3. Say no.
Sometimes it’s okay to say no. Maybe Nemod has been dead for millenia, or is so powerful it would be suicide for regular mortal characters to even enter his plane of existence.
Or you can just say that you weren’t prepared for this based on the previous actions, and refocus the group back to task.
The reason I don’t like using this method unless necessary is because you can miss some amazing storytelling possibilities.
Gather around children, for I am going to regale you with a tale of game master woe.
One of the best games I’ve played in involved normal people being thrust into a world of twisted mythology and theology. One character’s wife had disappeared into the world, and we had found our way in with the intention of saving her.
Now, this GM had an amazingly in depth world planned. Maps of the world, descriptions of all places and characters, and we were free to pursue which options we liked.
We had a book which gave us a breakdown of the politics of the city, and who to mess with and who not to.
There was a particular entry in the book that warned us about the lethality of a certain place.
Funland was the world’s twisted amusement park and carnival, with malevolent clowns and disturbingly violent mascots.
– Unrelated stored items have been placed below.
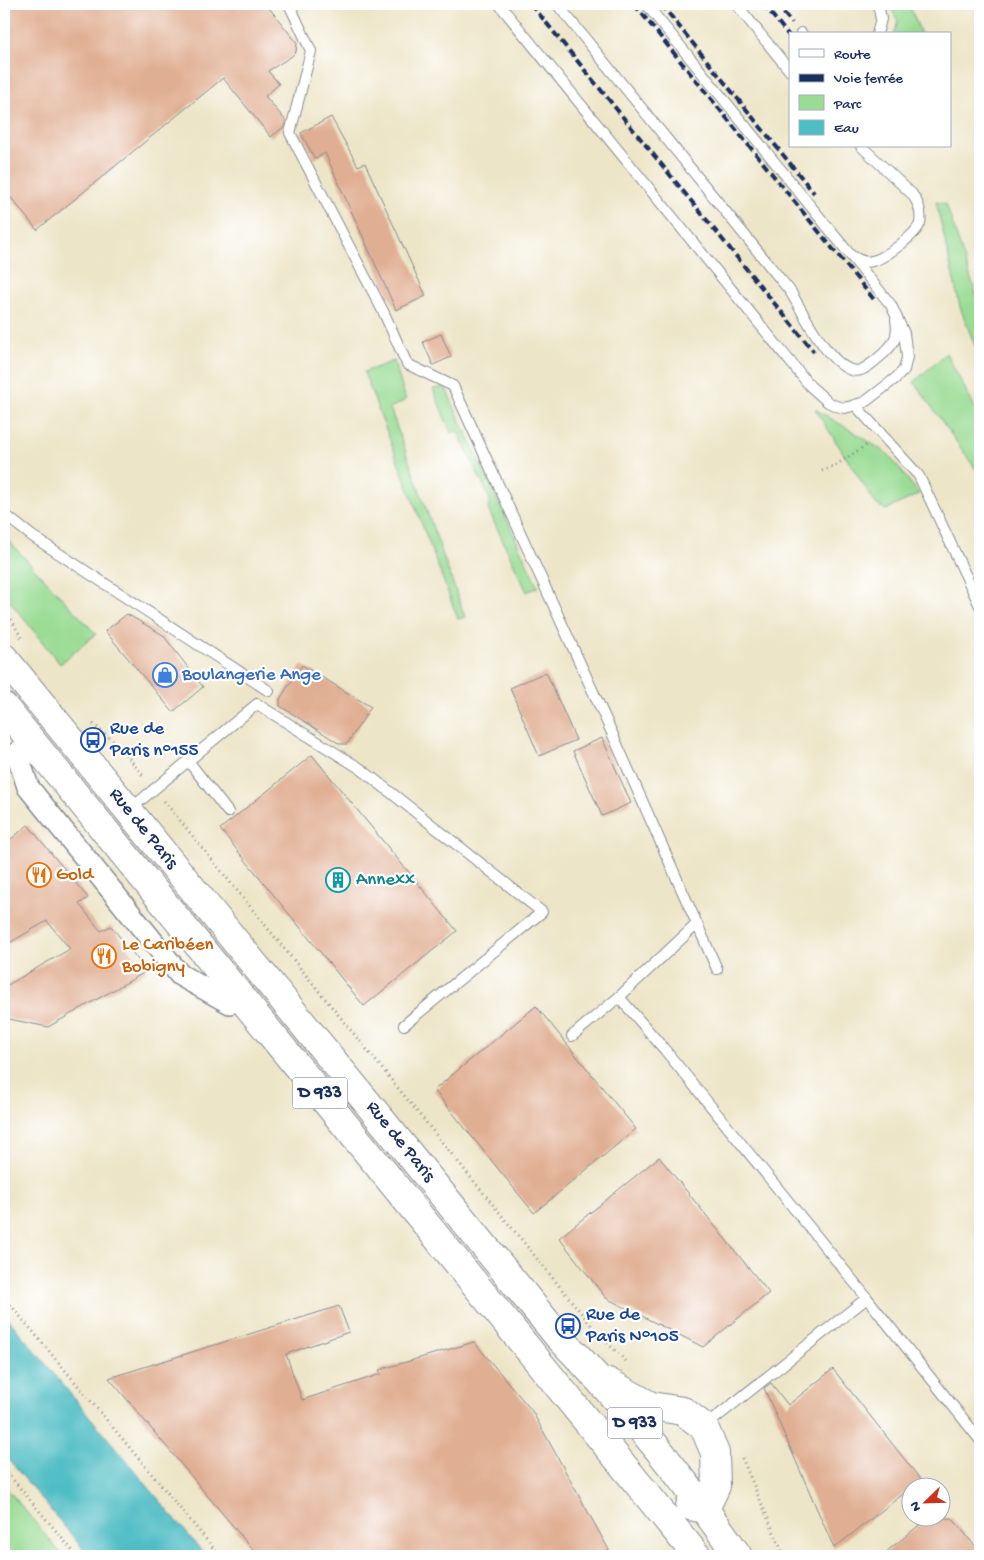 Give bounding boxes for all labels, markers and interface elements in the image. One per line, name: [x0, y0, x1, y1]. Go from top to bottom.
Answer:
legend: [789, 32, 952, 148]
text: Route: [834, 46, 871, 64]
text: Voie ferrée: [833, 70, 903, 88]
text: Parc: [833, 96, 862, 114]
text: Eau: [834, 120, 859, 138]
shop icon: Boulangerie Ange: [152, 662, 178, 688]
place label: Boulangerie Ange: [181, 664, 321, 687]
place label: Rue de Paris n°155: [109, 718, 199, 763]
bus stop icon: Rue de Paris n°155: [80, 727, 106, 753]
street label: Rue de Paris: [103, 784, 183, 875]
restaurant icon: Gold: [26, 862, 52, 888]
place label: Gold: [56, 864, 95, 887]
building icon: Annexx: [325, 867, 351, 893]
place label: Annexx: [356, 869, 415, 892]
place label: Le Caribéen Bobigny: [121, 934, 214, 979]
restaurant icon: Le Caribéen Bobigny: [91, 943, 117, 969]
road number: D 933: [292, 1078, 348, 1108]
street label: Rue de Paris: [360, 1097, 440, 1188]
place label: Rue de Paris N°105: [585, 1304, 679, 1349]
bus stop icon: Rue de Paris N°105: [555, 1313, 581, 1339]
road number: D 933: [608, 1408, 662, 1439]
north arrow: [902, 1478, 952, 1528]
text: N: [907, 1499, 926, 1514] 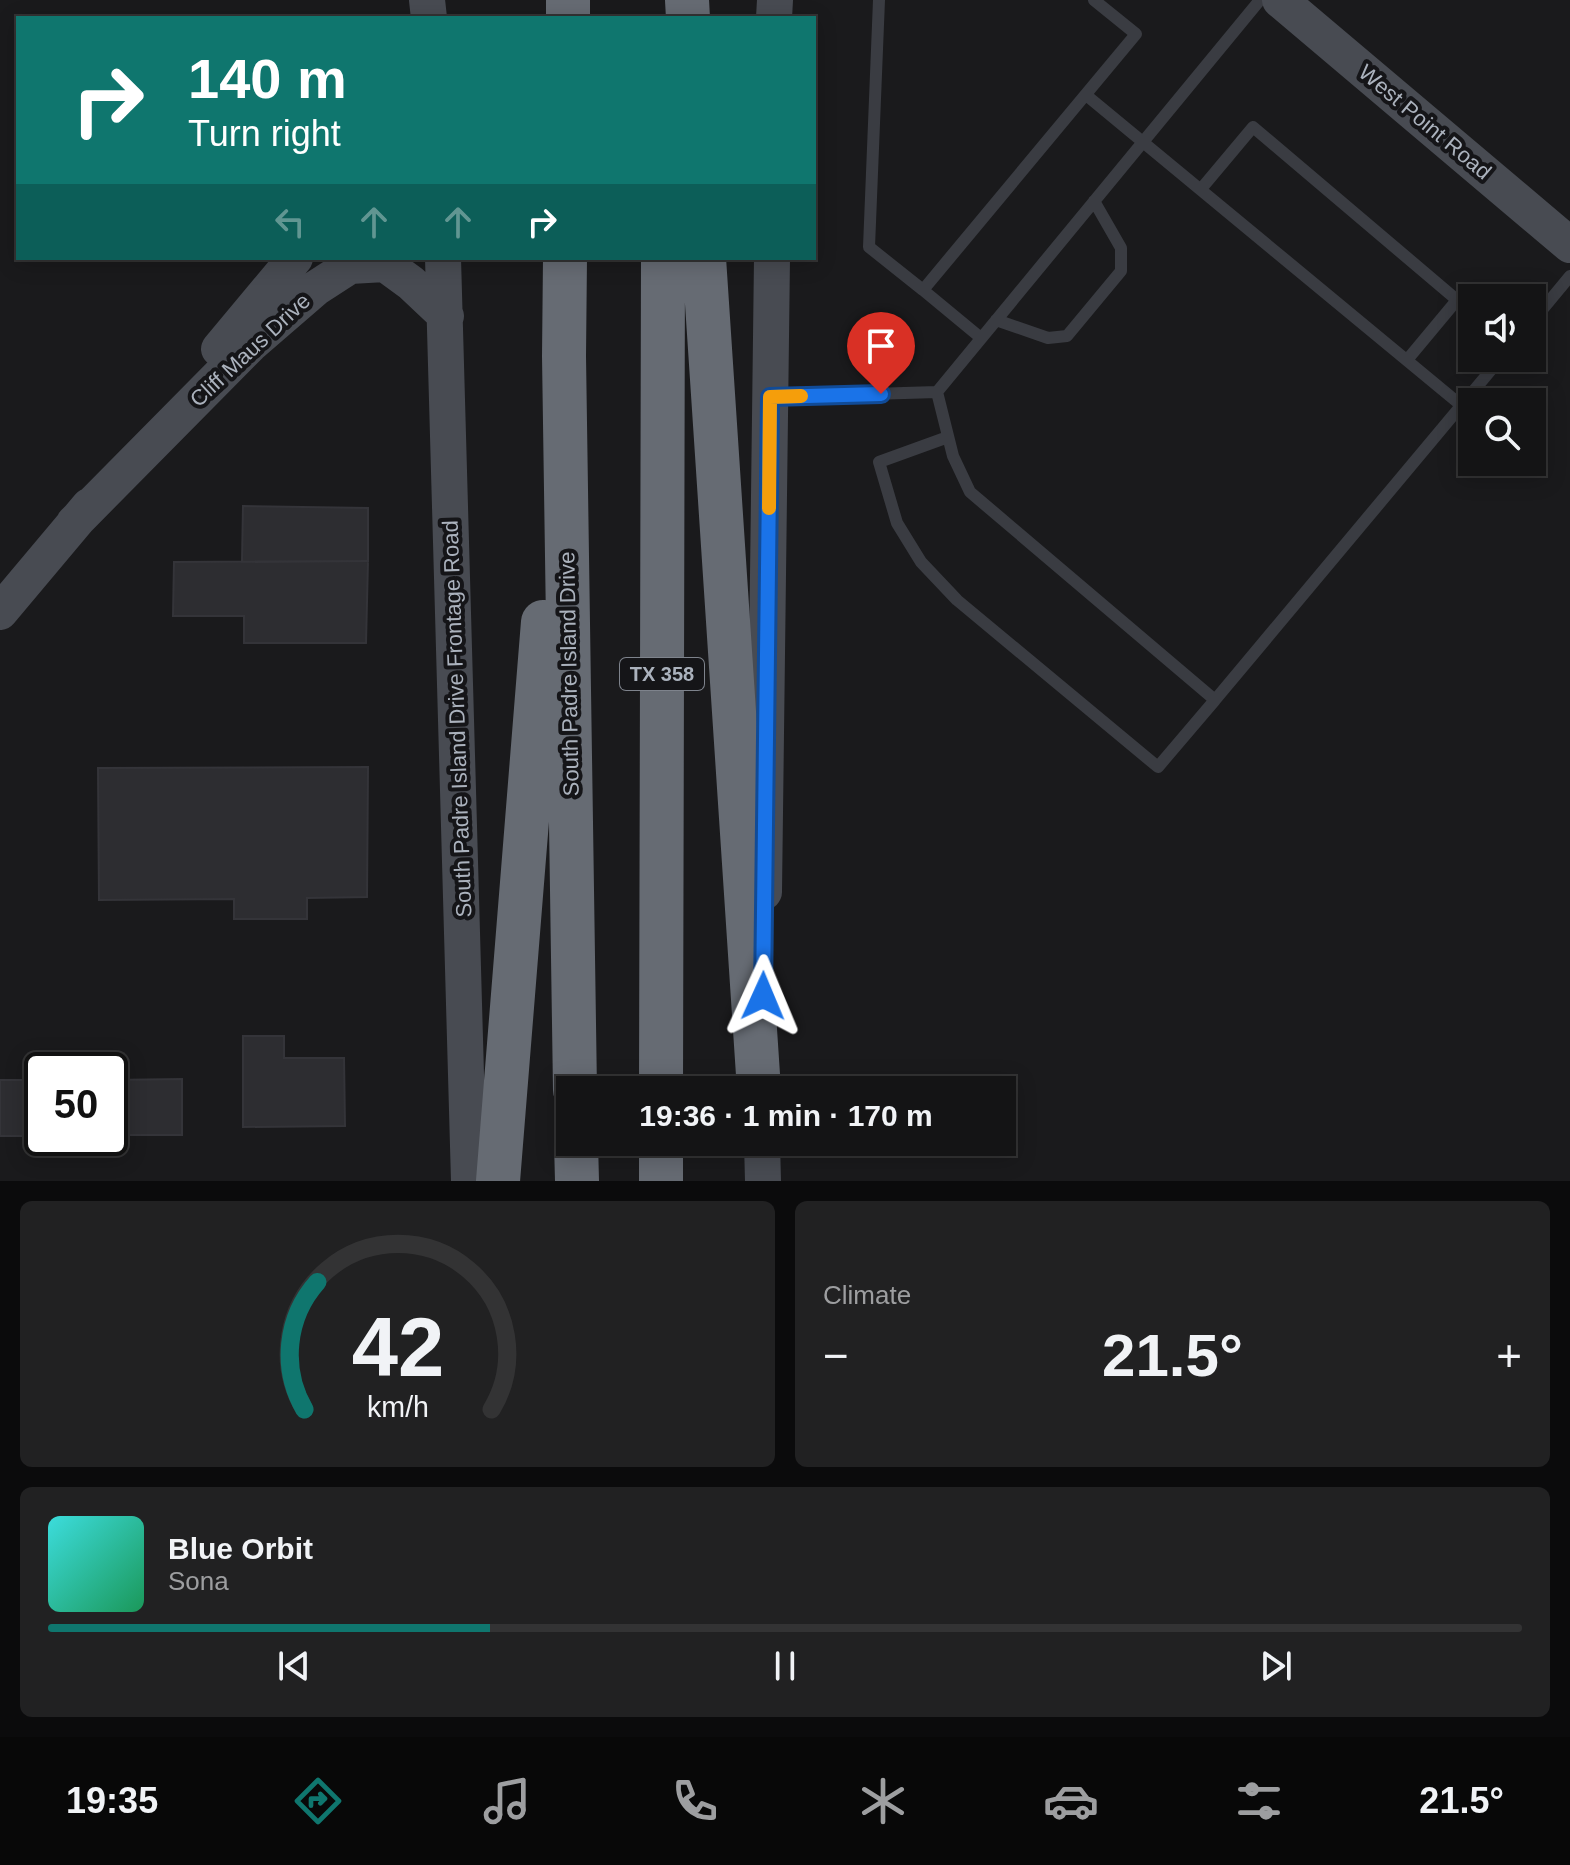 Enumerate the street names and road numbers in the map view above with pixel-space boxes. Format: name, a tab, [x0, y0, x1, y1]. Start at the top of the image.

The park had been shuttered for years, and no one who went in ever came out.
One player who could stand to learn a lot from my entry on being a good player (me,) thrust the party and GM into chaos when he was dead set on going into Funland. The party had had numerous setbacks, and he wanted to do something on his own terms.
But Funland was where the party was supposed to end. It was so heavily warned against, only an idiot would go in there with zero preparation! (Me.) We also had a brand new player with us who finally decided to give RPGs a shot after months of prodding.
The GM did probably the best he could in the situation. He… rolled with it. Heh. Anyways, he let us go. He didn’t pull any punches, I almost died, and we found the other character’s wife trapped in some kind of cage. The other player’s broke it not understanding what it was, and we irreparably changed the world forever. We never found out what had actually happened to the character’s wife.
And we had an amazing time and still talk about it to this day.
All because of a player who wouldn’t say no, and a GM who was brave enough not to say it either.
That new player has become one of our steadfast players by the way.
So, don’t be scared to improvise if you’re ready. Don’t be scared to take a little bit of time to prepare, or say no altogether either. Improvising large portions of the story can drastically change the dynamic of your game.
Other times it can lead to the characters being respected for being the only ones to ever escape Funland.
Let your characters chase Nemod. You never know what you’ll find along the way.